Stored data
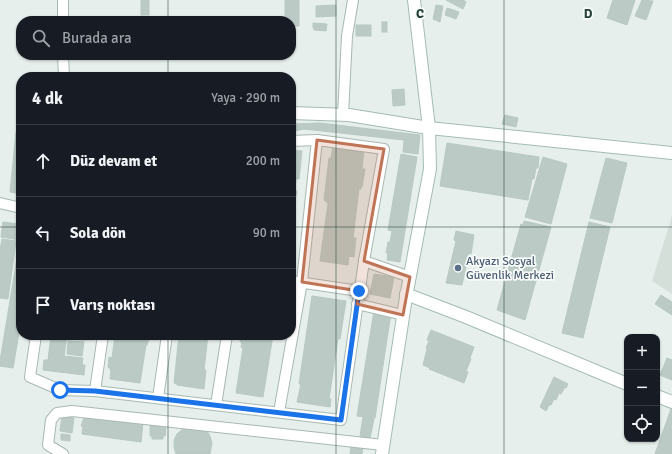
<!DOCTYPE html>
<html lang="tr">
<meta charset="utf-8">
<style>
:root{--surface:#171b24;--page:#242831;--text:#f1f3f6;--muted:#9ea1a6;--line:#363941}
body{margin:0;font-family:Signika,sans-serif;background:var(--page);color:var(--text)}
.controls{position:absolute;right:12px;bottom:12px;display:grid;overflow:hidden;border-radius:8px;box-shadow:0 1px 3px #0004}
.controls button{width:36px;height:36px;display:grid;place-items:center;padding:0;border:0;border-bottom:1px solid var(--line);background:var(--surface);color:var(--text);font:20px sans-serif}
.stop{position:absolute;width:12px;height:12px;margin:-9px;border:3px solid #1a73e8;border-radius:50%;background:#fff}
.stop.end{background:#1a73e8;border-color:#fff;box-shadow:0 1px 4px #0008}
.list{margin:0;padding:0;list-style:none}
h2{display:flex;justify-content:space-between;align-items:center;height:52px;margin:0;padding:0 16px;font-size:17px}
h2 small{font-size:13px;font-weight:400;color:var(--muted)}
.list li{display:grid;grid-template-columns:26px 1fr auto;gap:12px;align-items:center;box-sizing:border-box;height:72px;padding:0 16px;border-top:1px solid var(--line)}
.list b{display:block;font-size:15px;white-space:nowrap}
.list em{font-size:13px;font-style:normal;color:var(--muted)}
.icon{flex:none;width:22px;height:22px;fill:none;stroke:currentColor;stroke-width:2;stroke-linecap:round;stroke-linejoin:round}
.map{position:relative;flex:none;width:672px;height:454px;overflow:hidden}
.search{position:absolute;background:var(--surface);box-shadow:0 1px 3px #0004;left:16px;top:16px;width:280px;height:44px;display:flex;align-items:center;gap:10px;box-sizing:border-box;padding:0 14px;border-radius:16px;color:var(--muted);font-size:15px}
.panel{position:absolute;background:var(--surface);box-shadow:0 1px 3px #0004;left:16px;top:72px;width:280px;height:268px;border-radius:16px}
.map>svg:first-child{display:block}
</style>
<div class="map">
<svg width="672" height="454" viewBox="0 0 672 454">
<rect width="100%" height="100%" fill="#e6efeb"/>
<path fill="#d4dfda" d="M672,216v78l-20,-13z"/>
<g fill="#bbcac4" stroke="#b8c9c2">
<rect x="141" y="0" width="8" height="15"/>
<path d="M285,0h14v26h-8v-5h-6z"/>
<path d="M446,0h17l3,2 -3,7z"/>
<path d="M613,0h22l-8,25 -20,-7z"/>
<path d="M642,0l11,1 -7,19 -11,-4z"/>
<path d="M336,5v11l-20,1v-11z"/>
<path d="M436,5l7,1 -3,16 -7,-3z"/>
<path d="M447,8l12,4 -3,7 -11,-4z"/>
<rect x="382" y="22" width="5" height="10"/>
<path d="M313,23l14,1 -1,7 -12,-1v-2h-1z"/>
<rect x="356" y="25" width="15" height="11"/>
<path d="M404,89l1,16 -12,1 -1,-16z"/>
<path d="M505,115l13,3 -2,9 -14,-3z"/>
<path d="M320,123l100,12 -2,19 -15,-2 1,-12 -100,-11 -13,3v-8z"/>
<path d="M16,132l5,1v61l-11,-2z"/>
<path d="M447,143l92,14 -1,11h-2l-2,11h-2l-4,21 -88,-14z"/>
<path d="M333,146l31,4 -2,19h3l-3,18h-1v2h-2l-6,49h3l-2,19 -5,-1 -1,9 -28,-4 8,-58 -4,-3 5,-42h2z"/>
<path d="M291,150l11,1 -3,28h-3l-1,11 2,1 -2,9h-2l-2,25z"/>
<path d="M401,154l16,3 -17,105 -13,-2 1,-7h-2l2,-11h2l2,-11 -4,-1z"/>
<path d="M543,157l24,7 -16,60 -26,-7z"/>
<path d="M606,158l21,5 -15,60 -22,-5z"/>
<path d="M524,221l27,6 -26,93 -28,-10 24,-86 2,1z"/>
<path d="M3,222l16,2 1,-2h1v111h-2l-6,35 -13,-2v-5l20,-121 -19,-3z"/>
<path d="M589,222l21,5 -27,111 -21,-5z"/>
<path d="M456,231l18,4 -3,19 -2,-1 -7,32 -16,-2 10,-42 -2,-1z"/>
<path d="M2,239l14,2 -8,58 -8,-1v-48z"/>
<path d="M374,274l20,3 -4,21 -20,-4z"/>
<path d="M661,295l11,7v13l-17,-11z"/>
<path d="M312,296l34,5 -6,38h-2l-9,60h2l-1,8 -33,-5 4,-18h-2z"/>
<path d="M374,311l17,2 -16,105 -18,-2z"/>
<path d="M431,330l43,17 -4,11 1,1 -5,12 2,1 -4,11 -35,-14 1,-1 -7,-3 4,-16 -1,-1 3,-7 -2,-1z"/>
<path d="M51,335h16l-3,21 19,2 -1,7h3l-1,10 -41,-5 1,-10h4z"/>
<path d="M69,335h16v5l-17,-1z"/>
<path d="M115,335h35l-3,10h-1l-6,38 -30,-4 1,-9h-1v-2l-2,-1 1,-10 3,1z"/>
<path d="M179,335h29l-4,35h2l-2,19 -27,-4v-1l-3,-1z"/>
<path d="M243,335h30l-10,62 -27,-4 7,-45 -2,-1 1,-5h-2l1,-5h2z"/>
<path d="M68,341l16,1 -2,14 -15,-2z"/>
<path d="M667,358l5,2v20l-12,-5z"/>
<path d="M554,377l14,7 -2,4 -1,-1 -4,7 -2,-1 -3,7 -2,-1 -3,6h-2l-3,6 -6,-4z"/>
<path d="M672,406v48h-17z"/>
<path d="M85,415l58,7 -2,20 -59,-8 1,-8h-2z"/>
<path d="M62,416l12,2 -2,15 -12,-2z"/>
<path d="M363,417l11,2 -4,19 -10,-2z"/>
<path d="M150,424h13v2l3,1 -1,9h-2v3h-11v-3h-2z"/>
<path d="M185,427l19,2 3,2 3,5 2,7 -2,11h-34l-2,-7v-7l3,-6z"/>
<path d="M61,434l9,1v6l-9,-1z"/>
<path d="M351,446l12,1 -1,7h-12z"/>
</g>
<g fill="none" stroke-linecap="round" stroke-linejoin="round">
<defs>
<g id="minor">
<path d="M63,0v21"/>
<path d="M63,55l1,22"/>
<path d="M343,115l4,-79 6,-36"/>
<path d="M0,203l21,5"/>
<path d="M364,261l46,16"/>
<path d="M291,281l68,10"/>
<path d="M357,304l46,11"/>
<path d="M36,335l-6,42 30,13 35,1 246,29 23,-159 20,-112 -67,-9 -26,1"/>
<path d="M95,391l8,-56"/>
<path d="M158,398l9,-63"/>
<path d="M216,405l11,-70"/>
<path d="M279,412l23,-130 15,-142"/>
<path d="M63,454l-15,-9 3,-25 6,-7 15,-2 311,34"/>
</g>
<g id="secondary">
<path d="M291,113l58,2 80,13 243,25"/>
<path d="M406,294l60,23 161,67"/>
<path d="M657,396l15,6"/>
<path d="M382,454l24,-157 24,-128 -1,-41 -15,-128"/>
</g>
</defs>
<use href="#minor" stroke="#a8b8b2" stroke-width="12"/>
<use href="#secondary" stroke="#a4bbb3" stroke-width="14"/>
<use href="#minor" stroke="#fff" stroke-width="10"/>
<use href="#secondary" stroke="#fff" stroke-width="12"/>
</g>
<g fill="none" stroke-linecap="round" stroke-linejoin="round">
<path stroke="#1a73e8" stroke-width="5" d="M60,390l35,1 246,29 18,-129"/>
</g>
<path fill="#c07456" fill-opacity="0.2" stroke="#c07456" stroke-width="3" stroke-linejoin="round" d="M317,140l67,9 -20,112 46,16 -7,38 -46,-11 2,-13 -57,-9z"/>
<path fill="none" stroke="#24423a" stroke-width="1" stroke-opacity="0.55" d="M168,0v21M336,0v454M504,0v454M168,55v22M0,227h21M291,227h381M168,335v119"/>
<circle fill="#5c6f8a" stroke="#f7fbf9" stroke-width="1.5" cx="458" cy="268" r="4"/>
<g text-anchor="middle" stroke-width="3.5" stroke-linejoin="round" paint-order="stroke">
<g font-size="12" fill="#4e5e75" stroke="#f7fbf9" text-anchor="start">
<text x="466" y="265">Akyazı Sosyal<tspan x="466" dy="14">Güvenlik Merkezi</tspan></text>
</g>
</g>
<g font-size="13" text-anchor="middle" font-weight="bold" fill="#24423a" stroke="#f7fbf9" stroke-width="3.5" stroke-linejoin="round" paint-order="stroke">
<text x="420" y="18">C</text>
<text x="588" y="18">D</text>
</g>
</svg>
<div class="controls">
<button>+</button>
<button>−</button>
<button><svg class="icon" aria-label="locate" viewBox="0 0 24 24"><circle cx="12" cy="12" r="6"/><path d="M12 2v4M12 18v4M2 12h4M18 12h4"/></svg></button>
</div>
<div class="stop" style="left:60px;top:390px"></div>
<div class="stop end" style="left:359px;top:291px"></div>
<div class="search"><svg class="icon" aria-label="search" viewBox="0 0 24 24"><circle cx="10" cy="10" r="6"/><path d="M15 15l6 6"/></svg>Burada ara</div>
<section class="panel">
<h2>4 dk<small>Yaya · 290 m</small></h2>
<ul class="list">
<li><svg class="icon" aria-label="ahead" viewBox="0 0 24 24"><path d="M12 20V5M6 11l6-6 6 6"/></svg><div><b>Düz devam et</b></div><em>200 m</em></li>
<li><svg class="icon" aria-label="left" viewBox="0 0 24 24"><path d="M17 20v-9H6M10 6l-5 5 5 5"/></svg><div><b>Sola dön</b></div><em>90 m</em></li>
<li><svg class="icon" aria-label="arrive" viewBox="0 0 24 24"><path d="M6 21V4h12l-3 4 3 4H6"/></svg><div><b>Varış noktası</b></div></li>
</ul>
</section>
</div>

Directions for this task
Count each line above in which the string "serif" appears, then state only the total.

Exercise output
2